→ **WHAT TO WORK ON**
Each line below with the string "this" should be copied.

ENTRIES SHOWN Block Start

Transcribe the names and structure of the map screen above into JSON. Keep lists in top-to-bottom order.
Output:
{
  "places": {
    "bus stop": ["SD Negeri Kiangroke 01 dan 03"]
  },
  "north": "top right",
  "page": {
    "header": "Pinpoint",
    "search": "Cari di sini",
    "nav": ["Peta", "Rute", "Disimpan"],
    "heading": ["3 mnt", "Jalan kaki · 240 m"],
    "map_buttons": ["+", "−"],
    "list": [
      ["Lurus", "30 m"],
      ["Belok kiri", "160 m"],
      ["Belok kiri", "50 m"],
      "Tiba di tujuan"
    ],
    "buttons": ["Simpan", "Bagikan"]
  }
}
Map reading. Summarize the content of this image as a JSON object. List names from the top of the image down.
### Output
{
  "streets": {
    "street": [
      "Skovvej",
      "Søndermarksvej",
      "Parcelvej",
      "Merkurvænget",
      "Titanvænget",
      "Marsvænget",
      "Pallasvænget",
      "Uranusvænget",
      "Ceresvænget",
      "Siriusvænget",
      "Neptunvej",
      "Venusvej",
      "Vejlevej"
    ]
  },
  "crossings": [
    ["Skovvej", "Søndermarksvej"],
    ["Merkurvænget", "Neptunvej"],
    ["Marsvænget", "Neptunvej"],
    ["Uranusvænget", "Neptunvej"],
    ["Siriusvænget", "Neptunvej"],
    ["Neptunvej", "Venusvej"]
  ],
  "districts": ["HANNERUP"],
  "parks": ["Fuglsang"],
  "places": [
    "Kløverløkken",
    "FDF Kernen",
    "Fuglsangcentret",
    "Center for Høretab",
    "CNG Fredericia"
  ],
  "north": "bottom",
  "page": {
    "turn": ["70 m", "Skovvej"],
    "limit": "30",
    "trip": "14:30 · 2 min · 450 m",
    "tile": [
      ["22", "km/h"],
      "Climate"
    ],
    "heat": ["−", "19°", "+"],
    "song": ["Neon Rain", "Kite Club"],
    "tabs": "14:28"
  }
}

ENTRIES SHOWN Block End
ENTRIES SHOWN Block Start

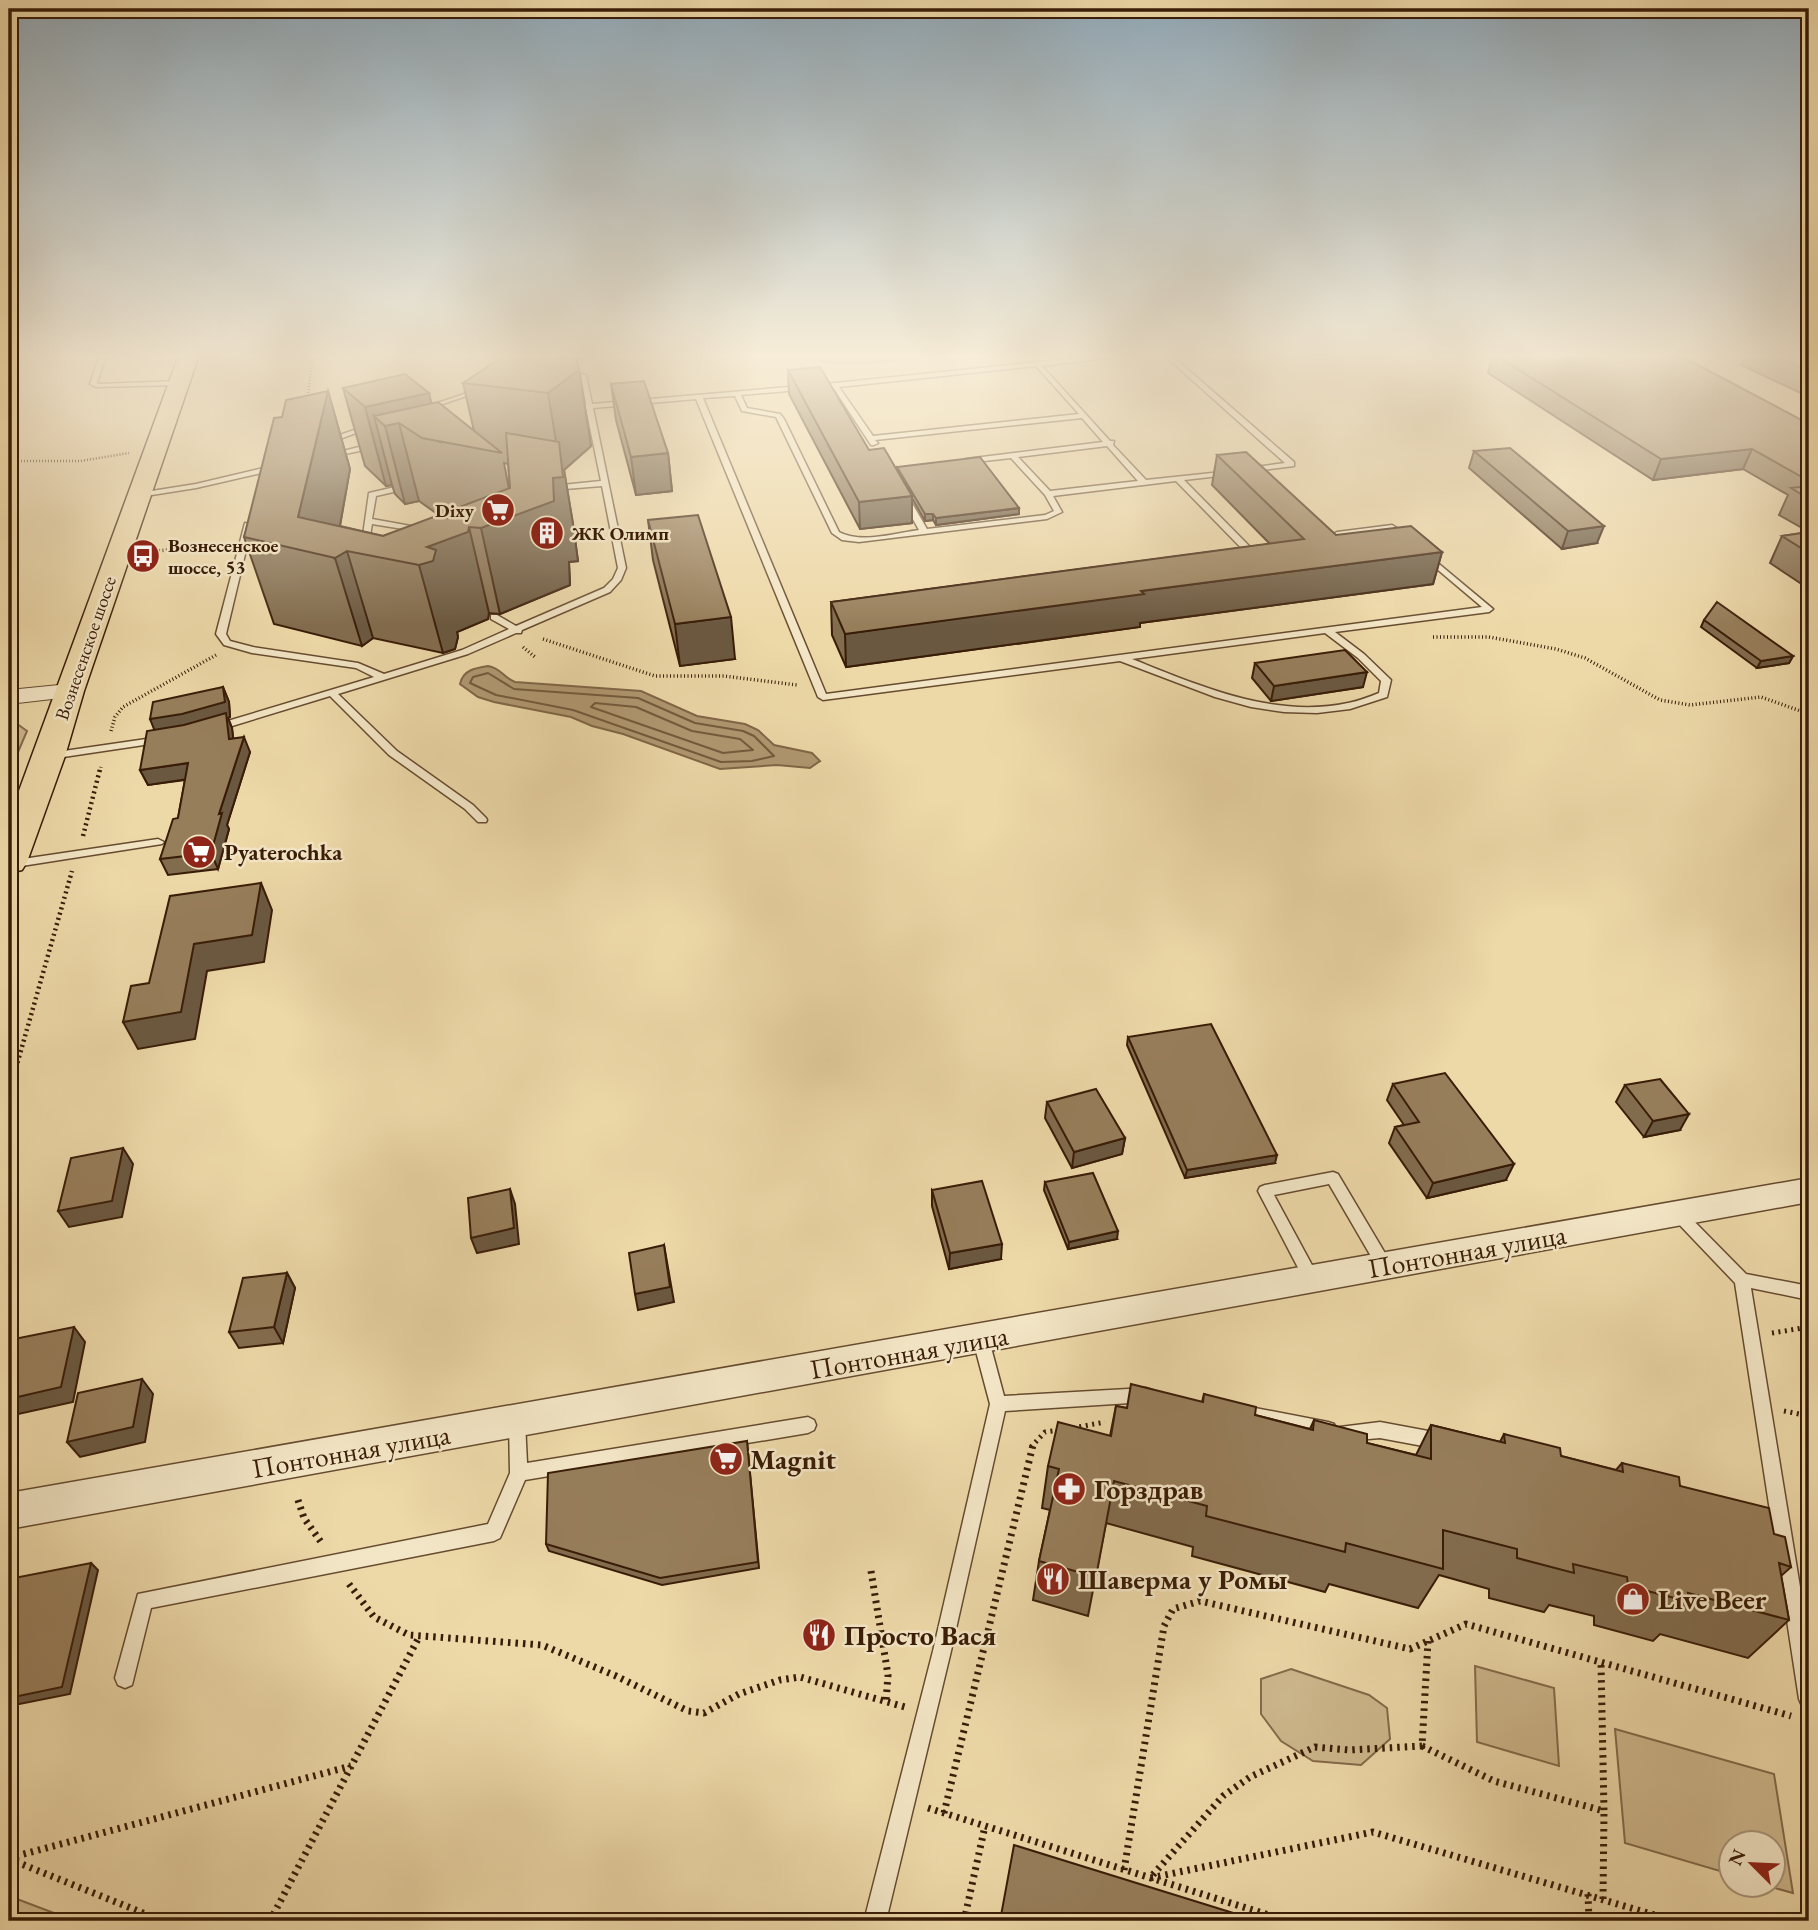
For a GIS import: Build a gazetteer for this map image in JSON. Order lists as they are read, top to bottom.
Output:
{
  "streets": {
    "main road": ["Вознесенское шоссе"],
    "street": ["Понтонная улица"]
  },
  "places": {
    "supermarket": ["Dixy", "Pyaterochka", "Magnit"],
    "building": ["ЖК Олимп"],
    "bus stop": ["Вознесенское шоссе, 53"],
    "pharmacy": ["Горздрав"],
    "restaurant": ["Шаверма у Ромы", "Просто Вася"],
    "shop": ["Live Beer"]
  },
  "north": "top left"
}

ENTRIES SHOWN Block End

→ **RESPONSE**
Map reading. Summarize the content of this image as a JSON object. List names from the top of the image down.
For a GIS import: Build a gazetteer for this map image in JSON. Order lists as they are read, top to bottom.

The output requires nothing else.